• **What is expected**: Produce an exact copy of the data below.

= Beginning of Section =

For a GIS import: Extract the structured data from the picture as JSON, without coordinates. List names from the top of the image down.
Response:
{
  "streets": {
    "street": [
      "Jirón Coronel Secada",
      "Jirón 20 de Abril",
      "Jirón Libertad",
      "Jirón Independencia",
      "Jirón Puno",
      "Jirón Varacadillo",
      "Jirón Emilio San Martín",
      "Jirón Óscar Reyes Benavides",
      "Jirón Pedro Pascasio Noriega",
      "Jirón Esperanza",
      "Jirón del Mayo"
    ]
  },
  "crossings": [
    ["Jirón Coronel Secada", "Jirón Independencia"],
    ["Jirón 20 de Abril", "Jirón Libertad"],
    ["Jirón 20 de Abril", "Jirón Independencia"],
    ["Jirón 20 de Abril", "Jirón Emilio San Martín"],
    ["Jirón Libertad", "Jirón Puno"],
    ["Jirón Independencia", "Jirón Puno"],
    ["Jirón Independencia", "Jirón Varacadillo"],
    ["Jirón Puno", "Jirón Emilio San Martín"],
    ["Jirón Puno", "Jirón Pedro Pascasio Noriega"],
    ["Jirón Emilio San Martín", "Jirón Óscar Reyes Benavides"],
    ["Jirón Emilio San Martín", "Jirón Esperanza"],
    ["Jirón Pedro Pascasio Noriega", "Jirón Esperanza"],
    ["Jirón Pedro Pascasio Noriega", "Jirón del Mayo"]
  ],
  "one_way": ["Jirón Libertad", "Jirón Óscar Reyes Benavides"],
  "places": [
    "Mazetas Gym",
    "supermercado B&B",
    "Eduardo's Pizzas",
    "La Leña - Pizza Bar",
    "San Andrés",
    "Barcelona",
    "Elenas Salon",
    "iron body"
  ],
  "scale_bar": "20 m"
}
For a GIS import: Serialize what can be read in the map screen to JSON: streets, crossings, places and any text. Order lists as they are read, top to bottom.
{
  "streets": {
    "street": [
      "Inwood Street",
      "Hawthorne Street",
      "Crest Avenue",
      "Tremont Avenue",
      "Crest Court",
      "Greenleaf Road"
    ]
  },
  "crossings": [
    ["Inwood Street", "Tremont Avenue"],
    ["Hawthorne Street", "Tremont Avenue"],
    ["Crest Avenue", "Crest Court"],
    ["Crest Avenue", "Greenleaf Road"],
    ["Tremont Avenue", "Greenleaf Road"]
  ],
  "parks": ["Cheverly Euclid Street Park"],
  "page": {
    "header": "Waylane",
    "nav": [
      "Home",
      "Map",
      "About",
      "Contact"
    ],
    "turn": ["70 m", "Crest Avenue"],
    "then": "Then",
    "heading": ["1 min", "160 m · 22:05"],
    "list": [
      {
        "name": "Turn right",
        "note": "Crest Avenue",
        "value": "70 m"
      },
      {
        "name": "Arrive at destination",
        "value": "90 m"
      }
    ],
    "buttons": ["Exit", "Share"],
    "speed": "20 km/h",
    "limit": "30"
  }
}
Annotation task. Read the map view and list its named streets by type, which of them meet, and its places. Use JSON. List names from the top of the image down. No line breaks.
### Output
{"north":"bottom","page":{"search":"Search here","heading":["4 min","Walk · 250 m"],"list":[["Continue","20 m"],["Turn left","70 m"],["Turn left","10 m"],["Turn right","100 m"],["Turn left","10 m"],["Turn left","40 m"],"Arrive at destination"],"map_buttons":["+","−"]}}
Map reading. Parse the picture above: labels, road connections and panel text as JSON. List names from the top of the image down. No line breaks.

= End of Section =

• **Response area**:
For a GIS import: Extract the structured data from the picture as JSON, without coordinates. List names from the top of the image down.
Response:
{
  "streets": {
    "street": [
      "Jirón Coronel Secada",
      "Jirón 20 de Abril",
      "Jirón Libertad",
      "Jirón Independencia",
      "Jirón Puno",
      "Jirón Varacadillo",
      "Jirón Emilio San Martín",
      "Jirón Óscar Reyes Benavides",
      "Jirón Pedro Pascasio Noriega",
      "Jirón Esperanza",
      "Jirón del Mayo"
    ]
  },
  "crossings": [
    ["Jirón Coronel Secada", "Jirón Independencia"],
    ["Jirón 20 de Abril", "Jirón Libertad"],
    ["Jirón 20 de Abril", "Jirón Independencia"],
    ["Jirón 20 de Abril", "Jirón Emilio San Martín"],
    ["Jirón Libertad", "Jirón Puno"],
    ["Jirón Independencia", "Jirón Puno"],
    ["Jirón Independencia", "Jirón Varacadillo"],
    ["Jirón Puno", "Jirón Emilio San Martín"],
    ["Jirón Puno", "Jirón Pedro Pascasio Noriega"],
    ["Jirón Emilio San Martín", "Jirón Óscar Reyes Benavides"],
    ["Jirón Emilio San Martín", "Jirón Esperanza"],
    ["Jirón Pedro Pascasio Noriega", "Jirón Esperanza"],
    ["Jirón Pedro Pascasio Noriega", "Jirón del Mayo"]
  ],
  "one_way": ["Jirón Libertad", "Jirón Óscar Reyes Benavides"],
  "places": [
    "Mazetas Gym",
    "supermercado B&B",
    "Eduardo's Pizzas",
    "La Leña - Pizza Bar",
    "San Andrés",
    "Barcelona",
    "Elenas Salon",
    "iron body"
  ],
  "scale_bar": "20 m"
}
For a GIS import: Serialize what can be read in the map screen to JSON: streets, crossings, places and any text. Order lists as they are read, top to bottom.
{
  "streets": {
    "street": [
      "Inwood Street",
      "Hawthorne Street",
      "Crest Avenue",
      "Tremont Avenue",
      "Crest Court",
      "Greenleaf Road"
    ]
  },
  "crossings": [
    ["Inwood Street", "Tremont Avenue"],
    ["Hawthorne Street", "Tremont Avenue"],
    ["Crest Avenue", "Crest Court"],
    ["Crest Avenue", "Greenleaf Road"],
    ["Tremont Avenue", "Greenleaf Road"]
  ],
  "parks": ["Cheverly Euclid Street Park"],
  "page": {
    "header": "Waylane",
    "nav": [
      "Home",
      "Map",
      "About",
      "Contact"
    ],
    "turn": ["70 m", "Crest Avenue"],
    "then": "Then",
    "heading": ["1 min", "160 m · 22:05"],
    "list": [
      {
        "name": "Turn right",
        "note": "Crest Avenue",
        "value": "70 m"
      },
      {
        "name": "Arrive at destination",
        "value": "90 m"
      }
    ],
    "buttons": ["Exit", "Share"],
    "speed": "20 km/h",
    "limit": "30"
  }
}
Annotation task. Read the map view and list its named streets by type, which of them meet, and its places. Use JSON. List names from the top of the image down. No line breaks.
### Output
{"north":"bottom","page":{"search":"Search here","heading":["4 min","Walk · 250 m"],"list":[["Continue","20 m"],["Turn left","70 m"],["Turn left","10 m"],["Turn right","100 m"],["Turn left","10 m"],["Turn left","40 m"],"Arrive at destination"],"map_buttons":["+","−"]}}
Map reading. Parse the picture above: labels, road connections and panel text as JSON. List names from the top of the image down. No line breaks.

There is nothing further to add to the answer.